Destruction d’Alcan avec une saveur de politicien incapable

Tout le problème est là, quand une compagnie étrangère prend le contrôle d’une compagnie canadienne, le pouvoir décisionnel se déplace vers le siège social de la compagnie étrangère.

Prenons le cas, de Rio Tinto Alcan, les décisions se prennent t en Australie, Montréal est rendu une simple coquille vide et dire à Rio-Tinto de déménager son siège social à Montréal est totalement irréaliste.

Contrairement à Brad Wall Premier ministre de la Saskatchewan qui a défendu Potash Corps d’être acheté par BHP, notre premier ministre Charest était trop occupé à essayer de camoufler la corruption dans la gouvernance du Québec que de défendre le savoir-faire du Québec, de l’amateurisme juste qu’à la fin.

La croissance récente des investissements étrangers directs (IED) au Canada, particulièrement par des fusions et acquisitions, soulève des préoccupations au sujet d’une diminution du contrôle et de l’influence des Canadiens sur l’économie nationale.

À mesure que les entreprises multinationales se consolident, les investisseurs étrangers prennent contrôle des fleurons canadien bien établis, dont Alcan, Falconbridge, Inco et la Compagnie de la Baie d’Hudson. Ces entreprises sont de gros employeurs et des piliers de certaines collectivités canadiennes.

Ces transactions ont comme conséquence la perte de sièges sociaux et des emplois et services de grande valeur qui y sont associés.

Typique d’une mondialisation débridée.


Extrait de :  Disparition du nom Alcan : une autre partie d’héritage disparaît, Argent, Le 12 mai 2015

La décision de Rio Tinto de supprimer le nom Alcan de la raison sociale de sa division de l’aluminium est perçue par plusieurs intéressés comme un autre signe de la disparition de l’héritage québécois dans ce secteur qui a fait la renommée du Saguenay-Lac-Saint-Jean.

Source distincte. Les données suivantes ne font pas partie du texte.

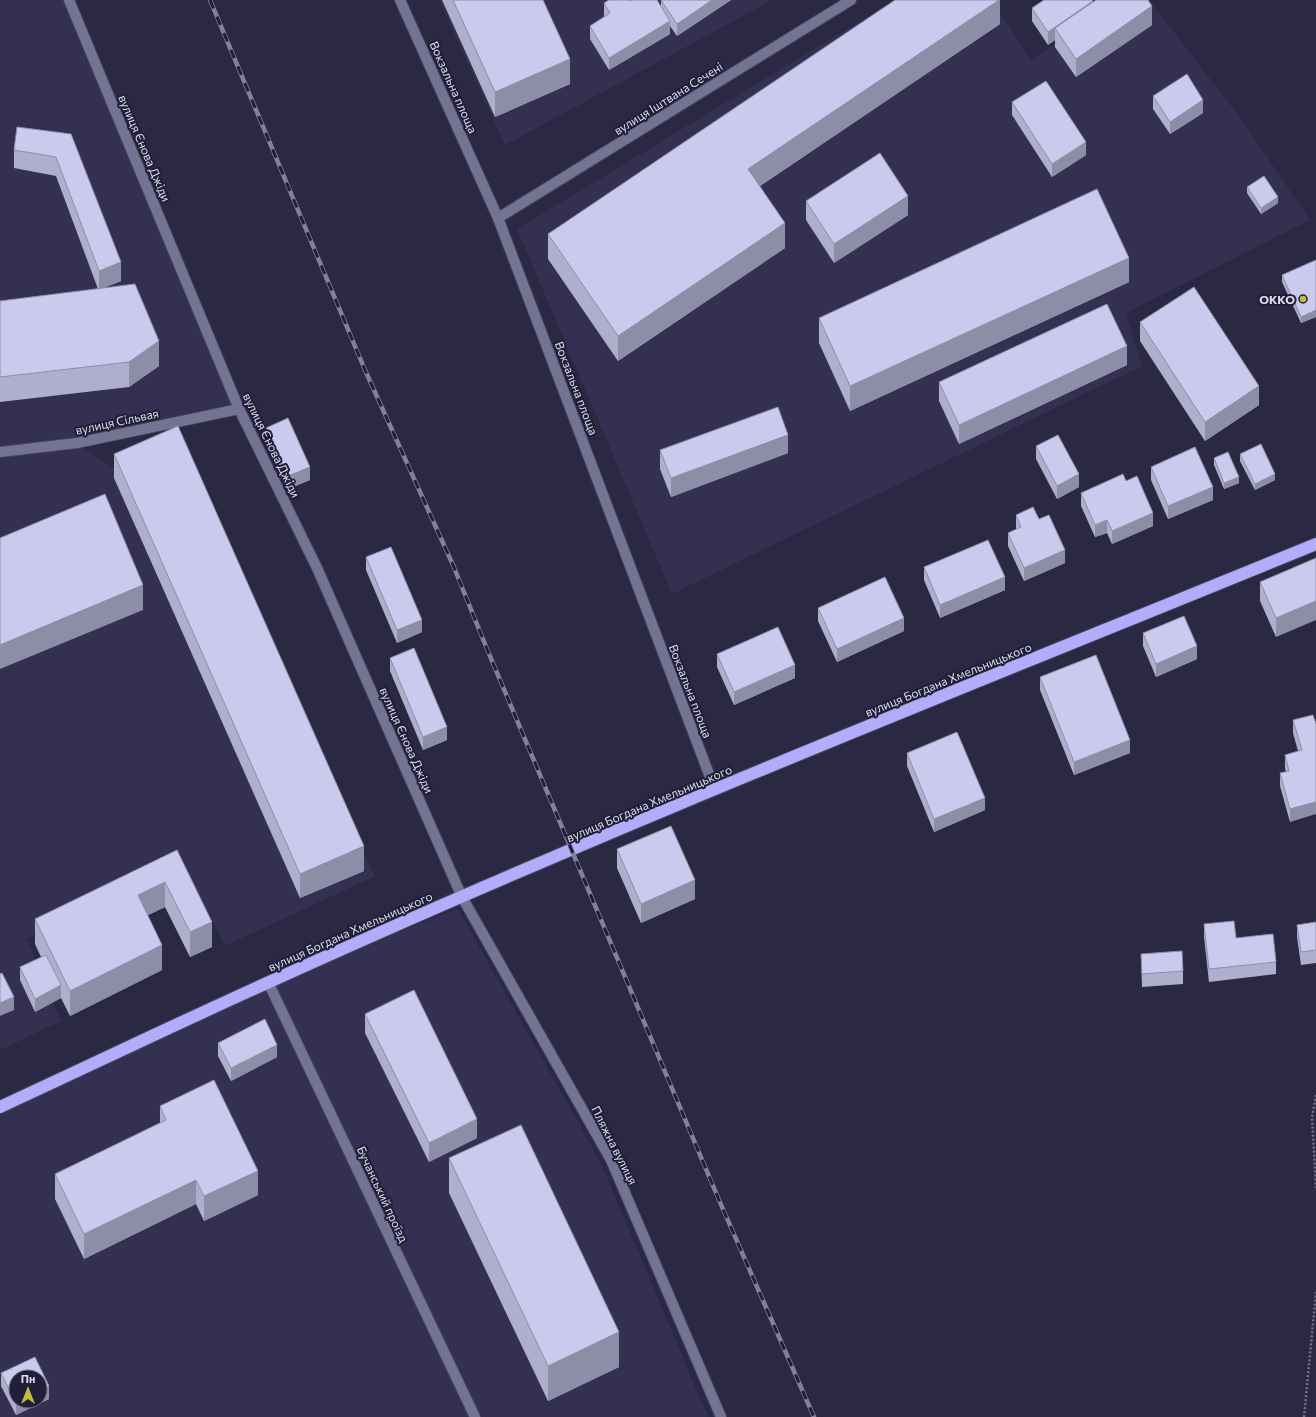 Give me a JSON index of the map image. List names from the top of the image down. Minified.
{"streets":{"highway":["вулиця Богдана Хмельницького"],"street":["Вокзальна площа","вулиця Іштвана Сечені","вулиця Єнова Джіди","вулиця Сільвая","Пляжна вулиця","Бучанський проїзд"]},"crossings":[["Вокзальна площа","вулиця Іштвана Сечені"],["Вокзальна площа","вулиця Богдана Хмельницького"],["вулиця Єнова Джіди","вулиця Сільвая"],["вулиця Єнова Джіди","вулиця Богдана Хмельницького"],["вулиця Єнова Джіди","Пляжна вулиця"],["вулиця Богдана Хмельницького","Пляжна вулиця"],["вулиця Богдана Хмельницького","Бучанський проїзд"]],"places":["ОККО"],"north":"top"}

Lundi, la chaîne Argent révélait que près de huit ans après le rachat d’Alcan, la multinationale Rio Tinto vient de décider de ne plus utiliser graduellement le nom Alcan jusqu'à sa supression complète. Et que jusqu’à 170 employés perdront leur gagne-pain au siège social mondial de la division, à Montréal.

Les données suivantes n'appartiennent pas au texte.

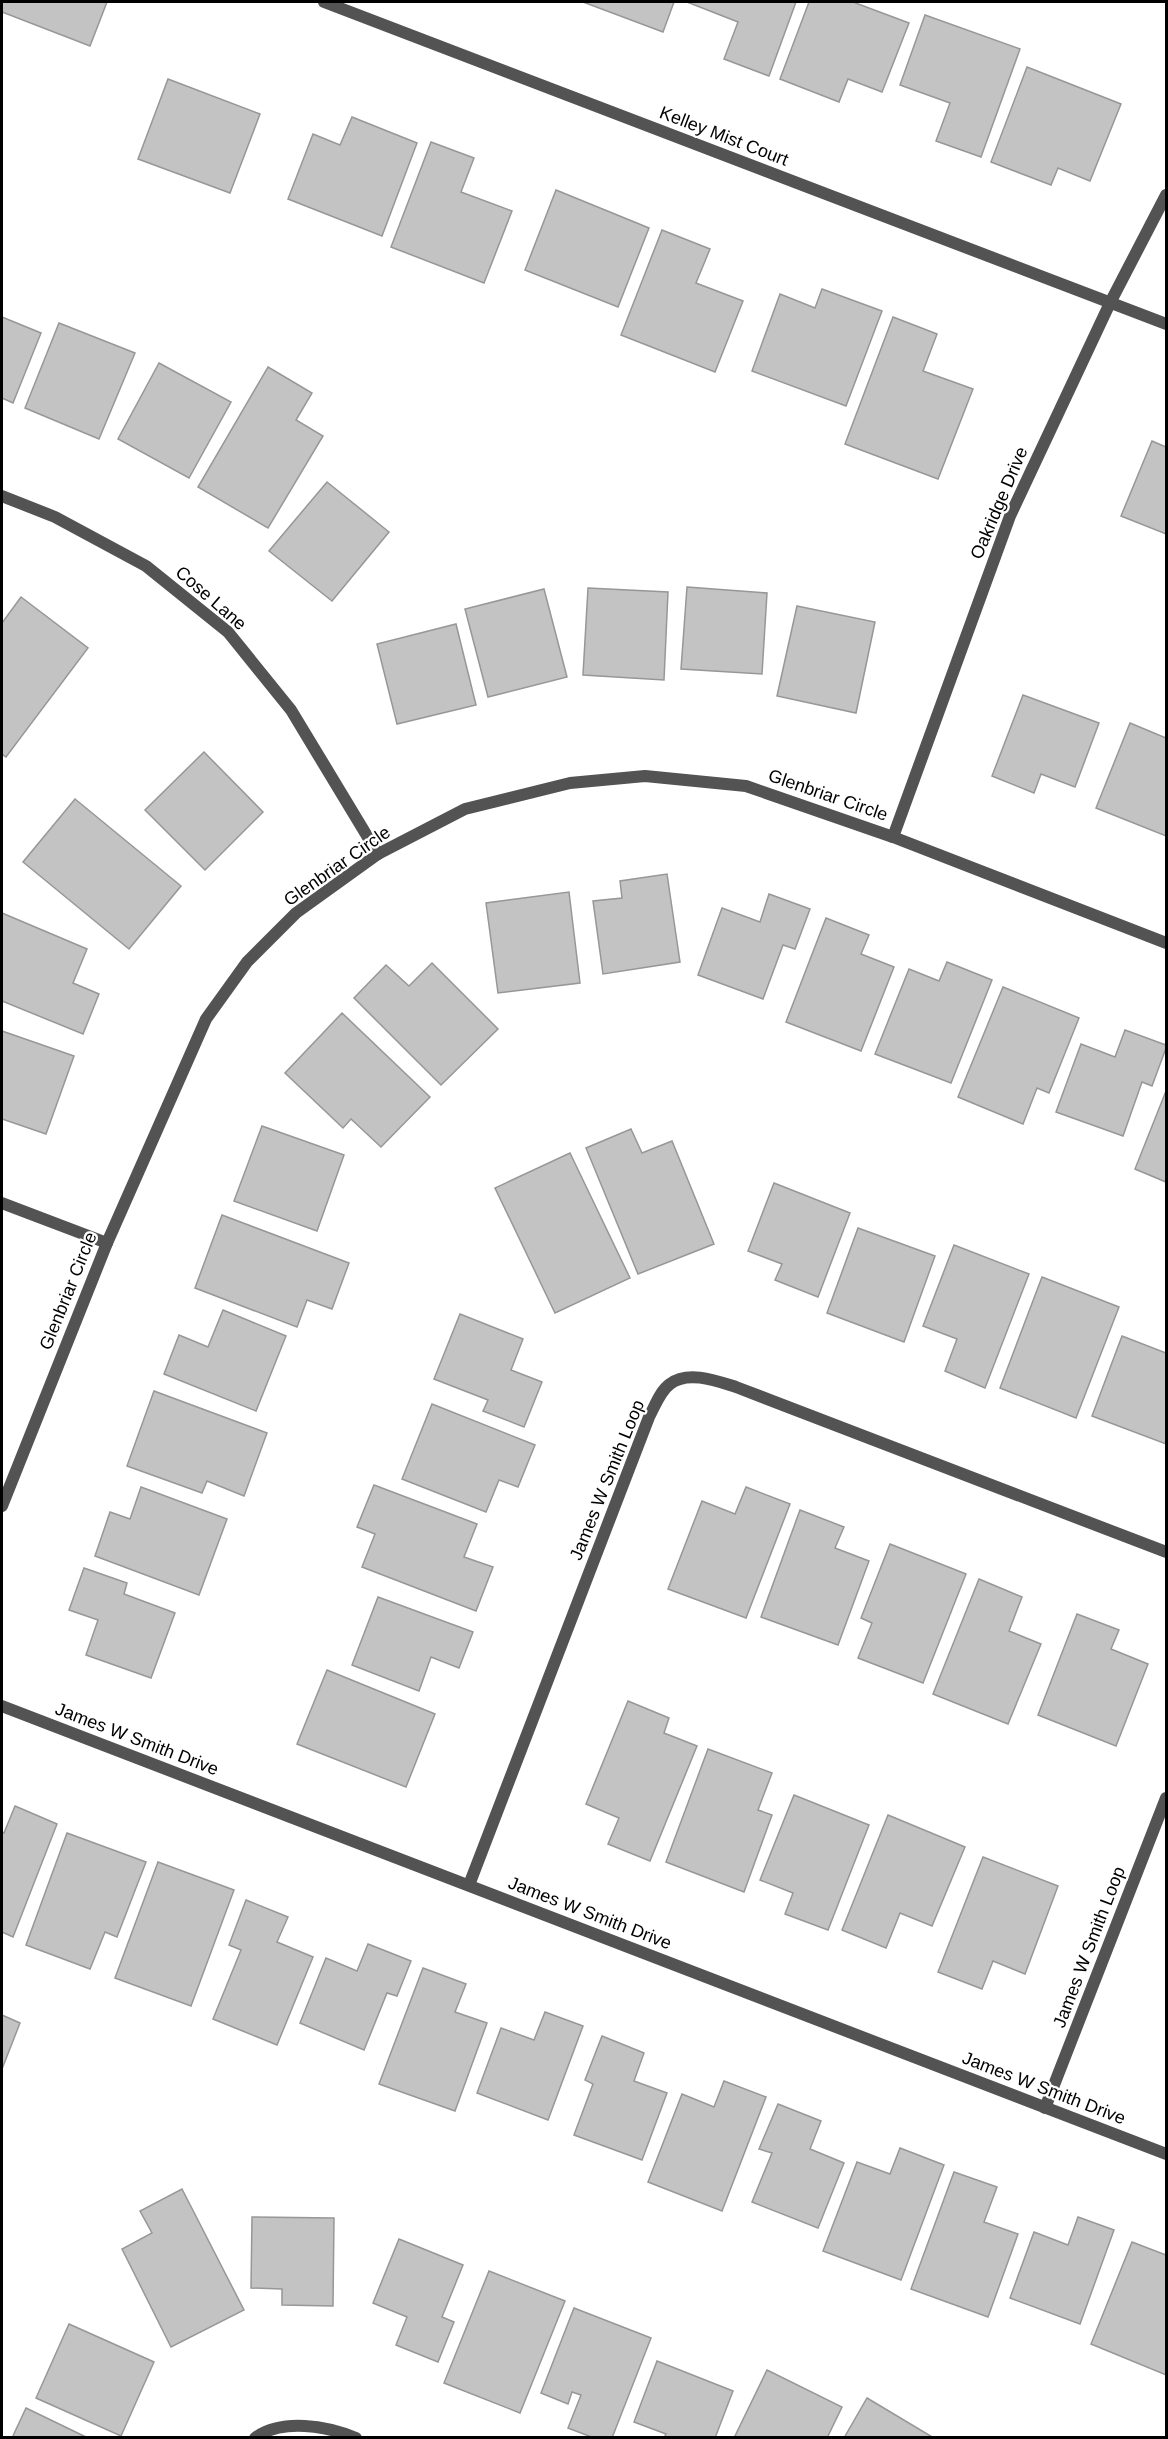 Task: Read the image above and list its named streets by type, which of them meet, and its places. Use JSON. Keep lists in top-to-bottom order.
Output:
{
  "streets": {
    "street": [
      "Kelley Mist Court",
      "Oakridge Drive",
      "Cose Lane",
      "Glenbriar Circle",
      "James W Smith Loop",
      "James W Smith Drive"
    ]
  },
  "crossings": [
    ["Kelley Mist Court", "Oakridge Drive"],
    ["Oakridge Drive", "Glenbriar Circle"],
    ["Cose Lane", "Glenbriar Circle"],
    ["James W Smith Loop", "James W Smith Drive"]
  ]
}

Pourtant, «le mot Alcan a fait partie de l’ADN du Québec», plaide l’avocat Yves Fortier, qui occupait le poste de président du conseil d’administration d’Alcan, lors du rachat de l’entreprise par Rio Tinto au coût de 38G$ US, en 2007.

«C'était une bonne affaire pour les actionnaires», est-il d’avis. Mais déjà, «je réalisais que c'était une partie de l'héritage du Québec, un autre fleuron du Québec qui s'en allait, effectivement en Angleterre, au Royaume-Uni et en Australie».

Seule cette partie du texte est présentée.